Can’t. I’d clamped my teeth so hard it felt as if they’d crumble in my mouth.
I unchained then lifted his hands, keeping the cuffs attached to his wrists, and strung his arms across the flat surface, as I rounded the hydraulic press to the side opposite of where he sat. “Ever watch how bullets are made?”
My question was met by the increasing intensity of his whimpers.

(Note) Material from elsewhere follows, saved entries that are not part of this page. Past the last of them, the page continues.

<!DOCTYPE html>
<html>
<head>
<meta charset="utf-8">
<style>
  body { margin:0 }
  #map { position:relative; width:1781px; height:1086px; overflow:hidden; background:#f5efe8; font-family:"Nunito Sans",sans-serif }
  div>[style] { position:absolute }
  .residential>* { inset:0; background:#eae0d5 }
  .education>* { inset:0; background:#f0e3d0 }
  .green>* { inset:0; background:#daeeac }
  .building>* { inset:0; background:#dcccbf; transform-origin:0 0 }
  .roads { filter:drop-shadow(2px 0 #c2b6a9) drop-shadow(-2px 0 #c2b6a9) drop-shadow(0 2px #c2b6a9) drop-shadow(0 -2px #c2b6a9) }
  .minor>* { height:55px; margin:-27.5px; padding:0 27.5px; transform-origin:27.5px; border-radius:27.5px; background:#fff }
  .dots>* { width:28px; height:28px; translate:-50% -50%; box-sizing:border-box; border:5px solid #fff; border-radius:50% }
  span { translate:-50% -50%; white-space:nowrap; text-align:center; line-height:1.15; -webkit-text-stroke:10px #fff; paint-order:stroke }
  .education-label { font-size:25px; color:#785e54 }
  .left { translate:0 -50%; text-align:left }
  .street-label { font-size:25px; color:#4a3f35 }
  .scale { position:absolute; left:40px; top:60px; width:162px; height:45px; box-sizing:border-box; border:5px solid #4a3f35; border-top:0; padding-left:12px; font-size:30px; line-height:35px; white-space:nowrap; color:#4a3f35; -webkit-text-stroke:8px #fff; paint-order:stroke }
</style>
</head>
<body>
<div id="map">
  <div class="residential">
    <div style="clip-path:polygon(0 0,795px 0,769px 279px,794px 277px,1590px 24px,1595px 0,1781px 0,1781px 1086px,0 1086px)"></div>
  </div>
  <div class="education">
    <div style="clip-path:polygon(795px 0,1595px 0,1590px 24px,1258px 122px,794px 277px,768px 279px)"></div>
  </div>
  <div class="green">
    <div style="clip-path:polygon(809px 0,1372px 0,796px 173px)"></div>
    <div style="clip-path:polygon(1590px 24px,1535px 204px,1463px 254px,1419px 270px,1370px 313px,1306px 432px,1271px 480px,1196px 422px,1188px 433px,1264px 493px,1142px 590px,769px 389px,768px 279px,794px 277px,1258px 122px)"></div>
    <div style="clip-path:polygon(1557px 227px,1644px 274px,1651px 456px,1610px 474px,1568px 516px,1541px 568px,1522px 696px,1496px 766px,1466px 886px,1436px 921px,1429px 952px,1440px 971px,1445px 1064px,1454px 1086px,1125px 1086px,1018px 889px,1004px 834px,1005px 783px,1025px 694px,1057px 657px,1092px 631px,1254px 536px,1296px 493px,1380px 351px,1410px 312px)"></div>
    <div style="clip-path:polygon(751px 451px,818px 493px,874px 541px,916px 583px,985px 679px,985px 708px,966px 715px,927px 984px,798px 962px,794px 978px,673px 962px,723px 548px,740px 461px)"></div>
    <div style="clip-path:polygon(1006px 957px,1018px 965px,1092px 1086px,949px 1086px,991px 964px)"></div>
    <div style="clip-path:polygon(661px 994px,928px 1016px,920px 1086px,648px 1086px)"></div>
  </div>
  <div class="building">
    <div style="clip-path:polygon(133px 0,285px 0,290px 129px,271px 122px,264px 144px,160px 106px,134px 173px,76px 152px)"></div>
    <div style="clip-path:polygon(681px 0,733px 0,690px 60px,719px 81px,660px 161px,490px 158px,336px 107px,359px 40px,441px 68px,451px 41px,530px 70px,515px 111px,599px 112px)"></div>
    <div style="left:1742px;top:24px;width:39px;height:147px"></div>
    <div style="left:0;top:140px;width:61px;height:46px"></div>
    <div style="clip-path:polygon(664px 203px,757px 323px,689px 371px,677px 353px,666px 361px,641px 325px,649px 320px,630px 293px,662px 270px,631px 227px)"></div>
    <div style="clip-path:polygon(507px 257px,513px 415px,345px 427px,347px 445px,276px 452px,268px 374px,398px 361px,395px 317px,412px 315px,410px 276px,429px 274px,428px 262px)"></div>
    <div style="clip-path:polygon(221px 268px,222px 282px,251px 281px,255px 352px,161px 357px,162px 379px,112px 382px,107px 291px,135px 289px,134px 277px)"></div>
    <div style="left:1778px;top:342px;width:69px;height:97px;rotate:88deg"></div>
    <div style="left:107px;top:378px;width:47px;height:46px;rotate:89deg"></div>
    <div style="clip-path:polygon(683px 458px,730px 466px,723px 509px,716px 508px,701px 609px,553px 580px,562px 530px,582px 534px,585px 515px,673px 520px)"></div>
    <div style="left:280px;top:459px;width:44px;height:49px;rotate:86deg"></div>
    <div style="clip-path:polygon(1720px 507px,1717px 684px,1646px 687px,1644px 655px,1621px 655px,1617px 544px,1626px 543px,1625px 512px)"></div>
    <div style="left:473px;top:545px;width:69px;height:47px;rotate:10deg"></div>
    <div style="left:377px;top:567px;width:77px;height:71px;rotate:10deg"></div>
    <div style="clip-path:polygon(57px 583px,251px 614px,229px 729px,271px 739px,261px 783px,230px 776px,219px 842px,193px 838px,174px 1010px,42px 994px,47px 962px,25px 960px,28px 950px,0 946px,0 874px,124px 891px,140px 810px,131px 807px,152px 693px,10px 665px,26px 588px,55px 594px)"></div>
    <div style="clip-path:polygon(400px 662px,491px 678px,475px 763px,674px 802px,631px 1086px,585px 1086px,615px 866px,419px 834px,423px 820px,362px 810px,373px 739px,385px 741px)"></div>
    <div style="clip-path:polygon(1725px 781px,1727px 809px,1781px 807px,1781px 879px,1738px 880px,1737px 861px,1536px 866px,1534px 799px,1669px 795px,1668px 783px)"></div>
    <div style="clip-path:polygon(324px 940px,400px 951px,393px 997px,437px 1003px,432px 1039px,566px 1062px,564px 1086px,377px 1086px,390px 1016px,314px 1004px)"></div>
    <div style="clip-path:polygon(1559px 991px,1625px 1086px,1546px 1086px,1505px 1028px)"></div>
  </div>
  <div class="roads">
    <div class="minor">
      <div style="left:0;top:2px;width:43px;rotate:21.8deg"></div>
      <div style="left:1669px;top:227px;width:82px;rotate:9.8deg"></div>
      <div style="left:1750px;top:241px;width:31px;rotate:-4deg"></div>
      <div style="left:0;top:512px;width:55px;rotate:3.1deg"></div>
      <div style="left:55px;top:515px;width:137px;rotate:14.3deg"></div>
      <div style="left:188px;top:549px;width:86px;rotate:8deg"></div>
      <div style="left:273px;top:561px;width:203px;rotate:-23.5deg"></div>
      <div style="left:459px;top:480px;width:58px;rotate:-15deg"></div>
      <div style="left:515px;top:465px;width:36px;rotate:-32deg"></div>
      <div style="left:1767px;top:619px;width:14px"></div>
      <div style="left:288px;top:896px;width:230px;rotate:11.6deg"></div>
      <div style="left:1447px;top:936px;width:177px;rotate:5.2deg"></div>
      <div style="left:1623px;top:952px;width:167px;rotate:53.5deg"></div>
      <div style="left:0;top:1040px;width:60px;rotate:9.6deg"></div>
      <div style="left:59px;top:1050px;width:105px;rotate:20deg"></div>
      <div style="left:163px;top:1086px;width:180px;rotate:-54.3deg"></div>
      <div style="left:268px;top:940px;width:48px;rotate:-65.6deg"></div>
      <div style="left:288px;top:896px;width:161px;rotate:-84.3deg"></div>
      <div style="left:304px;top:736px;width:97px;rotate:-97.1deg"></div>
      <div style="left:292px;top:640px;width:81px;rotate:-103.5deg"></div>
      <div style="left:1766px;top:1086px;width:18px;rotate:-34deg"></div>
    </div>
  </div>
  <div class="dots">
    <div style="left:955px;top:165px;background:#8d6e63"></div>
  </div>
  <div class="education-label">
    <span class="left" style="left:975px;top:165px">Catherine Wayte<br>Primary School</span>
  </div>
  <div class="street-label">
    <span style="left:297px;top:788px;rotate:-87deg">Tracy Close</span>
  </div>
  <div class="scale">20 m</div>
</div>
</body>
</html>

“I always thought they melted the lead to mold a bullet." A good tug on the chain killed his pathetic mewling. "They don’t! A heavy billet of lead is loaded into a press, and using a shit ton of pressure, they form it by compressing the metal together.” I slapped my hands together, and as the chains rattled, he flinched, before his lips quivered then soured with his sobbing. “Interesting shit.”
Returning to his side, I knelt to the floor. “So, you’re an arms dealer, huh? Ever wonder what they’d call you if you didn’t have arms?” At the reverberating pitch of his scream, I smiled, reveling in his obvious fear—the same horrific sound that had torn from my chest just moments before the bullet hit my wife and son. “The fucking irony, right? You might want to go by arms broker after this.” My laughter bounced off the walls.
“Please don’t … do this, man. Whatever you want … I’ll give you whatever you want.”
“The night you broke into my house, you had a choice. Of right and wrong.” I gripped the lever of the press. “You chose wrong.”
Closing my eyes summoned the blackness from the dark shadows of my mind. His screams jarred my muscles to flip the switch.